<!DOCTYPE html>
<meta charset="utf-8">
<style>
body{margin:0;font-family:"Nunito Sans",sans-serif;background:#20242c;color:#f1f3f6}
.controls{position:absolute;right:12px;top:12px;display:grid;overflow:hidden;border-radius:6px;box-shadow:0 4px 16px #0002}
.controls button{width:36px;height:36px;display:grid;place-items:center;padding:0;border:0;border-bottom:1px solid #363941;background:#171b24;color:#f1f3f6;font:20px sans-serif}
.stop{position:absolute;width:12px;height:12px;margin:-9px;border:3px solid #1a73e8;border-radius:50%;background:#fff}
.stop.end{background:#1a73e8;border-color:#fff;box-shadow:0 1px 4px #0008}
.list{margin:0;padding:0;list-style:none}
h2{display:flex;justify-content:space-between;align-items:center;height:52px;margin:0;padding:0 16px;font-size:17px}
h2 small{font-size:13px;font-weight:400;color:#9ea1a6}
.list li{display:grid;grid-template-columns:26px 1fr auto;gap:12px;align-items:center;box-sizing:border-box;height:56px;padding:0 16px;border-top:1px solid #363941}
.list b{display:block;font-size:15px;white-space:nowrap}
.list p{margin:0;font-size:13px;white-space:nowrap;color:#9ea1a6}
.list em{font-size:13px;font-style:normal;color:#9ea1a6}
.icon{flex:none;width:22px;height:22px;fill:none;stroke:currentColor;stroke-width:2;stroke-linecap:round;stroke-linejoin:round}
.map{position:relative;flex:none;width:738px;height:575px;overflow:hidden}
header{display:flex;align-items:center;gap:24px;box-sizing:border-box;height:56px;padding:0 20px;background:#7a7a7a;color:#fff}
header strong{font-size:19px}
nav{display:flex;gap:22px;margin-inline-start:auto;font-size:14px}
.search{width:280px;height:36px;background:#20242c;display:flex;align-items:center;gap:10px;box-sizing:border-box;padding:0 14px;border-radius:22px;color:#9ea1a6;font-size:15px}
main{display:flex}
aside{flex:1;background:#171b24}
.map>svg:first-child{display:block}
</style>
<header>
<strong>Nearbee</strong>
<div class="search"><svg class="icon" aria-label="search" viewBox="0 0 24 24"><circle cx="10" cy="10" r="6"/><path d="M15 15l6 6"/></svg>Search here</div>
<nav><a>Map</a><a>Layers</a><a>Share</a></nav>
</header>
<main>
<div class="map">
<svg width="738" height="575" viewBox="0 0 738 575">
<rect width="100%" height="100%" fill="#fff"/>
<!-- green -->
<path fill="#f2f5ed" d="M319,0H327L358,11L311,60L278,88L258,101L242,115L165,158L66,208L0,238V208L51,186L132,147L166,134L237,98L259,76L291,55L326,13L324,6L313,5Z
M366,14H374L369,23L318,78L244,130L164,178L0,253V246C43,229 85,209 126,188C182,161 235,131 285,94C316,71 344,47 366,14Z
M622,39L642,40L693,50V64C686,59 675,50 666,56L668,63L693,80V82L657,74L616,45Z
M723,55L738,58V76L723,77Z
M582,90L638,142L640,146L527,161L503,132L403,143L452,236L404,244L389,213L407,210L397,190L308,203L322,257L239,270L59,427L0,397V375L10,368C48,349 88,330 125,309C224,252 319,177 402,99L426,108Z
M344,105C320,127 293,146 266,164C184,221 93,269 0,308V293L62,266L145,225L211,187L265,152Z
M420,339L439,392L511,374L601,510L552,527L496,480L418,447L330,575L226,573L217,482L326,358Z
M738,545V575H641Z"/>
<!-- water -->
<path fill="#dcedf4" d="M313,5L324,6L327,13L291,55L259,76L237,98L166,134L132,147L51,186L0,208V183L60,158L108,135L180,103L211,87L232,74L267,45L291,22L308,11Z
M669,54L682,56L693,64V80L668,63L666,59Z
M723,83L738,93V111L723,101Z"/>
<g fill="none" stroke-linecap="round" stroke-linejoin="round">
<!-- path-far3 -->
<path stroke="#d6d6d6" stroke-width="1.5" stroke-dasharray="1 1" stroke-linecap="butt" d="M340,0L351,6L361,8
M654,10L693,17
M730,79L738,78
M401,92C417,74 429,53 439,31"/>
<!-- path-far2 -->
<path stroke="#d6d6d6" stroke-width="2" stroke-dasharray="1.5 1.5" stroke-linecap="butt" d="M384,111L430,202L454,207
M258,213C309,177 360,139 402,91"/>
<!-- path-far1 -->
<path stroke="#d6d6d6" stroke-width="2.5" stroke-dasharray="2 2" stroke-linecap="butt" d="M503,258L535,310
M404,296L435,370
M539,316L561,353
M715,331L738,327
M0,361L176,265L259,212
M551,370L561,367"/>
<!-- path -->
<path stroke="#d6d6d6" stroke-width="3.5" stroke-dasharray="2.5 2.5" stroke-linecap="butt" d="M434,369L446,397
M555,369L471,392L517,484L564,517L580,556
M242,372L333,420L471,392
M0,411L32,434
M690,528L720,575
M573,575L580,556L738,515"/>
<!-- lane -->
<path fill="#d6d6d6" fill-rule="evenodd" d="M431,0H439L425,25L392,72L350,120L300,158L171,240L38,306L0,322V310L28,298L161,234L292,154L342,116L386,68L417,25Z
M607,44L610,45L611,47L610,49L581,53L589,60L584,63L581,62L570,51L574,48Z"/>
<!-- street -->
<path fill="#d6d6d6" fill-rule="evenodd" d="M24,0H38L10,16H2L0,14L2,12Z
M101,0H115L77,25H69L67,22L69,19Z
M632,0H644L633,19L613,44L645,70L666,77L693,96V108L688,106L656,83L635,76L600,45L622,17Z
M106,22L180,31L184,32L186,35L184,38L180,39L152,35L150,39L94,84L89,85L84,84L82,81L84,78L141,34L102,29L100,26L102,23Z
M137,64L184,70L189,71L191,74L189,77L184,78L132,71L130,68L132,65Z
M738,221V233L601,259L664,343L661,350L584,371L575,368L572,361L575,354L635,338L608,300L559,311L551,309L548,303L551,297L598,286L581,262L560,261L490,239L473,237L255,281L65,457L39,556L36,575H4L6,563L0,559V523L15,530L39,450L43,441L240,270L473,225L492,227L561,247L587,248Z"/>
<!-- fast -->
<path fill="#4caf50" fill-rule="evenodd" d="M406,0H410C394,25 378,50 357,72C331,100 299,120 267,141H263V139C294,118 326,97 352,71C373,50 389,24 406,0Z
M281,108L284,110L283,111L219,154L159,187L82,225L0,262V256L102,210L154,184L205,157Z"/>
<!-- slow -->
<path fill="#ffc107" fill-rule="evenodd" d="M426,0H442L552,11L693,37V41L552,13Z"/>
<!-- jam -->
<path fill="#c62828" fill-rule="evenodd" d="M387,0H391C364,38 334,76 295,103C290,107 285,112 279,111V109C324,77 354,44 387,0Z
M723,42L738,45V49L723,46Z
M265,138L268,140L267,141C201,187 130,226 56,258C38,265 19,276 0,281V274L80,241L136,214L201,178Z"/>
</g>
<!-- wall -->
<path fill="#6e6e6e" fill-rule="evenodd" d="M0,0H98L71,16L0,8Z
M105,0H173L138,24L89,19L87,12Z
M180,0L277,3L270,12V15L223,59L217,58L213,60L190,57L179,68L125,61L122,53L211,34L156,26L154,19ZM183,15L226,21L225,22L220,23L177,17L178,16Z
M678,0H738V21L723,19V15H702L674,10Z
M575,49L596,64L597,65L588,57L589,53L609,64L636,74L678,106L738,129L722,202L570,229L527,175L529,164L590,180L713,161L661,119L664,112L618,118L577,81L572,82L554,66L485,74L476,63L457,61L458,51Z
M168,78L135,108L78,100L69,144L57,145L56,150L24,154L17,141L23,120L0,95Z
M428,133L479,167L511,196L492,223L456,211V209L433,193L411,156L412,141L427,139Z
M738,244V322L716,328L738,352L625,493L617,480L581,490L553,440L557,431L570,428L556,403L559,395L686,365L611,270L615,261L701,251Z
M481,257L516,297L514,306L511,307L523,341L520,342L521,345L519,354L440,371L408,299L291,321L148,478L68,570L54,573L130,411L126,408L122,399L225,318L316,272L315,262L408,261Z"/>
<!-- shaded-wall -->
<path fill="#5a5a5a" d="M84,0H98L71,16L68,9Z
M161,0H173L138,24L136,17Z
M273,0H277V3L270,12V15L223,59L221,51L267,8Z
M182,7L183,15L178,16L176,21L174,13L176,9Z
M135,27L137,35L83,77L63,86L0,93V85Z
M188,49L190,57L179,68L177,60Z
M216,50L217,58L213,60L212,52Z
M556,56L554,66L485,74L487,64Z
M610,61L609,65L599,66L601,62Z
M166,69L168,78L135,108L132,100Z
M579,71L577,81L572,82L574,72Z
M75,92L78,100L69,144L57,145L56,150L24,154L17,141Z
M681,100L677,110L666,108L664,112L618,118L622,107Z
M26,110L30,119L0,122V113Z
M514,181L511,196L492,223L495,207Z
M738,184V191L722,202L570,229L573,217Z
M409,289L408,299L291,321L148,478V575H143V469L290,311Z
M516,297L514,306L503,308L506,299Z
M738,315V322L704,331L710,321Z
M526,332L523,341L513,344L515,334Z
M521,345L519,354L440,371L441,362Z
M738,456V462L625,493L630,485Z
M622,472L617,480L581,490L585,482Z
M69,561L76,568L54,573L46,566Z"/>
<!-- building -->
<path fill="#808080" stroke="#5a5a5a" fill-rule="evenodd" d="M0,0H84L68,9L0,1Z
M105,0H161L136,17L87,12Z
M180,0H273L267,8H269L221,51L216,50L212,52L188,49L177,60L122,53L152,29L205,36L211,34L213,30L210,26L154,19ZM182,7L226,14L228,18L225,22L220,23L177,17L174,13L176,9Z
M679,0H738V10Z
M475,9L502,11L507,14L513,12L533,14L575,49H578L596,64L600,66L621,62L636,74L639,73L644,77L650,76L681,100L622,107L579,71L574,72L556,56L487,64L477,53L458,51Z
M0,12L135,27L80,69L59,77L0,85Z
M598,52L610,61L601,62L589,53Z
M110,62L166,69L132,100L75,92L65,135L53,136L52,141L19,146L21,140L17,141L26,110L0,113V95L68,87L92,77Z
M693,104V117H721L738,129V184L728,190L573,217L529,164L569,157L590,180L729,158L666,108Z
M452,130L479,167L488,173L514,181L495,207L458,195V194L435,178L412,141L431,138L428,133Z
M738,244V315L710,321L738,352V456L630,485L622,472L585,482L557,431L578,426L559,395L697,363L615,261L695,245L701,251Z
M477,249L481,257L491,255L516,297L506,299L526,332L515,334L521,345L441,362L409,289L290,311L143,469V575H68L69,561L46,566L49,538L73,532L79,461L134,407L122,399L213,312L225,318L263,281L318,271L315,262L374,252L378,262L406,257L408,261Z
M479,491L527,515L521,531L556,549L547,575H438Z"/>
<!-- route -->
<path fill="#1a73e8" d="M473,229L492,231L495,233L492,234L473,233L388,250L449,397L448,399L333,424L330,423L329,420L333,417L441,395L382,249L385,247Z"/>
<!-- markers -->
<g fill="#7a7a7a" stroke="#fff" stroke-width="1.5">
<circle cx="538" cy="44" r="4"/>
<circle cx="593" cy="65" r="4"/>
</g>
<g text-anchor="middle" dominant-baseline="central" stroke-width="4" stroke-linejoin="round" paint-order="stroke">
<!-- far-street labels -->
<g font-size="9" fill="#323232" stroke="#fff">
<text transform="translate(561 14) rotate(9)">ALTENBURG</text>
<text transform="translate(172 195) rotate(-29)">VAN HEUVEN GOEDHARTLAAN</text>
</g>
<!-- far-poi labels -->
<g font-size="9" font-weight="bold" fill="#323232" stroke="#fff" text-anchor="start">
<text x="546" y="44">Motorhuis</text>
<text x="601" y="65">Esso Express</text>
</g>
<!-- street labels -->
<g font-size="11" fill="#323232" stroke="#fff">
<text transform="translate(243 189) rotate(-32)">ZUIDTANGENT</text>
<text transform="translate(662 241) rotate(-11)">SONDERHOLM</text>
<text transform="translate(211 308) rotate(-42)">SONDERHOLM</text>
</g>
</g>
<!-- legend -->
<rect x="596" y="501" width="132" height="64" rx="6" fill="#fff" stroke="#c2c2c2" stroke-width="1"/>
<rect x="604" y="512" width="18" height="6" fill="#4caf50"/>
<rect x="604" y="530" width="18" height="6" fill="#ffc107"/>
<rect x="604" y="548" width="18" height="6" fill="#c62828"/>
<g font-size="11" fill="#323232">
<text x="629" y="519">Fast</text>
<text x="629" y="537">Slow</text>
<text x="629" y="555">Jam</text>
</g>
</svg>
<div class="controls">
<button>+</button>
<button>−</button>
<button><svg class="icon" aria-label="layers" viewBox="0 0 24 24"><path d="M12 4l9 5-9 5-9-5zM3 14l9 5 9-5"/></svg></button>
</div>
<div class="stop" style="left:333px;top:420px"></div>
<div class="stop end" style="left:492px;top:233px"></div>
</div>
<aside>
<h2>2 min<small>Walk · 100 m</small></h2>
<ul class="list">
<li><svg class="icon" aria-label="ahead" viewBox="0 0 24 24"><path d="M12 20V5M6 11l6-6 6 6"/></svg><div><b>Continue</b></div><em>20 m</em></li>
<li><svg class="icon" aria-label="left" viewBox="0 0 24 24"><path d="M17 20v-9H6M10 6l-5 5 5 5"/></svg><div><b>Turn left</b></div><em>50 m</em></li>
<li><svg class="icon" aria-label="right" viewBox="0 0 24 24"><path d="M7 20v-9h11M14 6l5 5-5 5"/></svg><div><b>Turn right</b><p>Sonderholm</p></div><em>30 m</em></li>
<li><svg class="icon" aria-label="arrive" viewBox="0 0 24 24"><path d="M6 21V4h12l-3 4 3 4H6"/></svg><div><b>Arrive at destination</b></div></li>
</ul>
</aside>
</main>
^^^^^^^^^^^^^^^^
Scan the data above and copy each line containing the word "nowrap".

Problem solution:
.list b{display:block;font-size:15px;white-space:nowrap}
.list p{margin:0;font-size:13px;white-space:nowrap;color:#9ea1a6}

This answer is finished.